# How many rack of ribs?



## spartanag (Mar 28, 2013)

I have a question for all you MES 30 users.  I just bought a new MES 30 (the stainless steel model with window).  I'm curious as to how many racks of baby back ribs can be smoked at one time?  What say you?!


----------



## Bearcarver (Mar 28, 2013)

SpartanAG said:


> I have a question for all you MES 30 users.  I just bought a new MES 30 (the stainless steel model with window).  I'm curious as to how many racks of baby back ribs can be smoked at one time?  What say you?!


Depends on how you put them in.

That's one of the reasons I put my MES 30 away, and bought the MES 40.

I like to just lay the ribs across the grills, but the MES 30 isn't wide enough.

However you can roll them, or you can remove the bottom grills, and hang them from the top grill.

Or you can cut them into pieces that will fit on your grills.

Bear


----------



## spartanag (Mar 28, 2013)

On my other smoker (cheap gas model) I would cut the racks in half and lay them flat.  I could easily get 4 racks (one rack per grate), but I think I could have fit more.  I was just curious as to how many could fit, and not have a big impact on the final product.  

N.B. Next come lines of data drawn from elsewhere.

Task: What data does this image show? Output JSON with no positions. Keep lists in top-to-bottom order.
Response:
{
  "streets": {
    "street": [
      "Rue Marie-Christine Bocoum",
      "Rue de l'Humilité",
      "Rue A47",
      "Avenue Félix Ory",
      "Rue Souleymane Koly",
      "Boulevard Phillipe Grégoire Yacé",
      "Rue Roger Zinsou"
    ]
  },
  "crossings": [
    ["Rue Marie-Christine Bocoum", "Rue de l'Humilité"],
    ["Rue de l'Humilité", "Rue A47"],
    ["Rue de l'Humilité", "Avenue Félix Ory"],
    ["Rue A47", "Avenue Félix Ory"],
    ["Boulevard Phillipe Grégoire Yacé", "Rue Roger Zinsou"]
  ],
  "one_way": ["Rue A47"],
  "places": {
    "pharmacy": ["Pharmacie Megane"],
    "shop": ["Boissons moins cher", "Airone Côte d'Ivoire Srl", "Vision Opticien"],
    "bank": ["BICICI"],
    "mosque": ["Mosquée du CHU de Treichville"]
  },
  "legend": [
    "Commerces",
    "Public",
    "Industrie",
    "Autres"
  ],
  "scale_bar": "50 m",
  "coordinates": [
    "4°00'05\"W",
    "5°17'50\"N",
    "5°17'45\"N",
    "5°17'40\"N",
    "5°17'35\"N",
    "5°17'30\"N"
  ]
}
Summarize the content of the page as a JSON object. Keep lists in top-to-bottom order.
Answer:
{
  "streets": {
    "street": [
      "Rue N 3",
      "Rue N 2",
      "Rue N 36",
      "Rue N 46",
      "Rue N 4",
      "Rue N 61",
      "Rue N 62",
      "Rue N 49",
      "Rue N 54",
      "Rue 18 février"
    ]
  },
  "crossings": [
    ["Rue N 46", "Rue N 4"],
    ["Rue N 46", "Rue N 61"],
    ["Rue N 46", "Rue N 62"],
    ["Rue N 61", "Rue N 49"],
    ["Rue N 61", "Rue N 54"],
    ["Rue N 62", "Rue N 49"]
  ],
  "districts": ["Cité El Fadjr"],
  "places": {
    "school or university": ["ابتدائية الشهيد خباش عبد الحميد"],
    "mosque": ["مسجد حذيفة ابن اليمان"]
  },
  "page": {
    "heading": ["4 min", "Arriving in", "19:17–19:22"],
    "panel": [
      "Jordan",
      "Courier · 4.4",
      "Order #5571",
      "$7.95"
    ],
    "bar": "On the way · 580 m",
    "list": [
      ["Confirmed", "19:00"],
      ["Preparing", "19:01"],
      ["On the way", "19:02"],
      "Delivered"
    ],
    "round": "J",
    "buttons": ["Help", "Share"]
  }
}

The reason I ask is:  I have 5 racks that I will be smoking tomorrow, and if I can't make them all fit in MES 30 then I will pull out the old propane smoker also.  I am out of propane, so I guess I'm just being lazy and cheap not wanting to go refill the bottle just for this one smoke.


----------



## chef jimmyj (Mar 28, 2013)

You should be able to adjust the ribs to fit in the MES...JJ


----------



## JckDanls 07 (Mar 28, 2013)

cut in half and stand em up on the side..  domino style...  lean them against each other


----------



## spartanag (Mar 28, 2013)

JckDanls 07 said:


> cut in half and stand em up on the side.. domino style... lean them against each other


Do they have about the same cooking time if stacked like that, or should I plan for a bit longer?


----------



## JckDanls 07 (Mar 29, 2013)

be about the same time...


----------



## spartanag (Mar 30, 2013)

After I cut them in half I was able to get all 5 racks to fit. They were a hit and the family was full and happy. Thanks for the advice all.


----------